From McCormick's original model of 1831, development and improvement proceeded over the ensuing decades in two separate directions. One direction resulted in the reaper-and-binder, or "binder", as it was commonly called. This cut grain, elevated it over the drive wheel by canvas belts to the knotter, where the machine made it into bundles, tied them automatically with twine and dropped them to the ground. This was by far the more popular direction and, until superseded in mid-twentieth century by the "combine", in combination with the threshing machine, it was long the last word in grain-harvesting procedure.
The other direction produced the self-rake reaper, exactly like the one now at the Patterson Inn. There were no significant changes in this machine from about 1890 until its manufacture ceased in the 1930s, except for the substitution of steel for certain wooden parts. Although its usage became limited compared to the binder, demand for the rake reaper never died out completely as long as it was made. It was preferred in certain special circumstances, as where a crop cut rather green needed extra drying before tying, where easier draft was important, or for export, where simpler design and lighter draft made if preferable to the more complex and heavier binder. It was particularly popular in New York for buckwheat harvest.

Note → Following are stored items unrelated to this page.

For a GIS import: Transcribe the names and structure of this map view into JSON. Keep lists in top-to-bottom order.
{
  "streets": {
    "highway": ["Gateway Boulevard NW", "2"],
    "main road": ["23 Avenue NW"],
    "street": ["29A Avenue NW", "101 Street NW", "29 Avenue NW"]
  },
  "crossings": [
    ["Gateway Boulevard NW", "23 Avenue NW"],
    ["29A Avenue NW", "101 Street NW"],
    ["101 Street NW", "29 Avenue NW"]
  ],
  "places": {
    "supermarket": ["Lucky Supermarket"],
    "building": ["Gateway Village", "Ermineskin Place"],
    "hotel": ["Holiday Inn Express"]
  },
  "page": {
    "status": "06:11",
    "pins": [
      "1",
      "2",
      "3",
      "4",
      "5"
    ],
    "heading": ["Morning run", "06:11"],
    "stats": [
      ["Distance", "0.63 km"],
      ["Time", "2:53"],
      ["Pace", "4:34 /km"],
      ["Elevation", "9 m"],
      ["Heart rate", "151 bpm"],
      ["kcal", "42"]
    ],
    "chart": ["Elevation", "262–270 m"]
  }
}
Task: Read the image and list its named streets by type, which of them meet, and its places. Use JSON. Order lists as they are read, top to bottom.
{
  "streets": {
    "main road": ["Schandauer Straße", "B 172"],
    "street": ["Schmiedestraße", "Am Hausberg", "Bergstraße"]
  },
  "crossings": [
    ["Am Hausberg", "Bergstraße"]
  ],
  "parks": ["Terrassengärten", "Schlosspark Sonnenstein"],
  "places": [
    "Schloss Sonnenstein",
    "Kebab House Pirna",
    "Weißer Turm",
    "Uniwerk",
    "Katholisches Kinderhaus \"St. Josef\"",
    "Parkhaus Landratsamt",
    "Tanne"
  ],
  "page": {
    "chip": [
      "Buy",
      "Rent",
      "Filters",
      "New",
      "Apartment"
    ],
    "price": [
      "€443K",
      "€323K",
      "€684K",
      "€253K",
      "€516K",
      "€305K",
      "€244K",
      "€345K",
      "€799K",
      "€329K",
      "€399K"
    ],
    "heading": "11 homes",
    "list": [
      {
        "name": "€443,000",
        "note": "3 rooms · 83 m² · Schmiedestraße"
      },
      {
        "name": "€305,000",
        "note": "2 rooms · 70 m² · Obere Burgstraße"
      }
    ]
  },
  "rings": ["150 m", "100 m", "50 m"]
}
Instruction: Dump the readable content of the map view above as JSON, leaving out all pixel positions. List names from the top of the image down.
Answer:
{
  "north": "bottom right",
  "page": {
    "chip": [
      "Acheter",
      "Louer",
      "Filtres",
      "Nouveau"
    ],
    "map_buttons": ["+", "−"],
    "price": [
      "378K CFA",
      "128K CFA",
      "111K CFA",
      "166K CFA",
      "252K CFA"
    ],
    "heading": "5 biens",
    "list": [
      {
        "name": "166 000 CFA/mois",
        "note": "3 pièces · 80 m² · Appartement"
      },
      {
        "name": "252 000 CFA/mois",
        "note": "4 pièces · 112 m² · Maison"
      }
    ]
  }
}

Otis and Marjorie Edsall bought one—this very one now at the Inn—when they married and started farming at Thurston in 1925. It was brand-new then. The hilly nature of their farm, Marjorie said, entered into the choice of reaper rather than the more common binder. The fact that it still works today is due to the exceptional care Otis Edsall gave it. It obviously was kept under shelter when not in use, never was mis-used, always kept in repair and adjustment, and never lacked for oil and grease. Even the sheet-steel deck, due to applications of roof paint, has not rusted through. In making some minor repairs, I scraped off nearly an inch of caked grease and dust in places and exposed bright paint, factory-applied, that had probably not seen daylight for over sixty years!
When the time came a few years ago for Marjorie and Shirley Edsall, Otis's survivors, to sell the farm, they wanted to donate this reaper to the Corning-Painted Post Historical Society. The Society wanted it, but had no place to put it at that time. Jim Stewart solved this problem by furnishing temporary storage for it in his barn at Brooklea. Bill and John Treichler hauled it there from Thurston in their truck.
When the Treichlers and I were partially dismantling the machine for transport, at the Edsall farm, I remarked "The way this man took care of things, there's probably its Manual around here somewhere, maybe up on a beam." Tall and agile John Treichler reached high to the top of a beam in the tool shed. From the first spot his hand landed, he retrieved a booklet—"Instructions For Setting Up And Operating The McCormick-Deering Reaper." Otis Edsall had come through again!
In addition to instructions for assembly and maintenance and a list of repair parts, the manual contained advice for fine-tuning the machine's operation under different crop conditions. It was yellowed and brittle, but only a little tattered and hardly stained at all, perfectly legible and susceptible to copying. The original is now in the Patterson Inn archives and a few copies exist, in case they're ever needed.
If you like such things, allow a little extra time when you next visit Patterson Inn to study this machine. See if you admire as much as I do the engineering, rather primitive yet ingenious, simple yet precise, of the mechanism that insures each rake being in just the right position at all times when in motion. And remember, it has now been proven—this thing still works!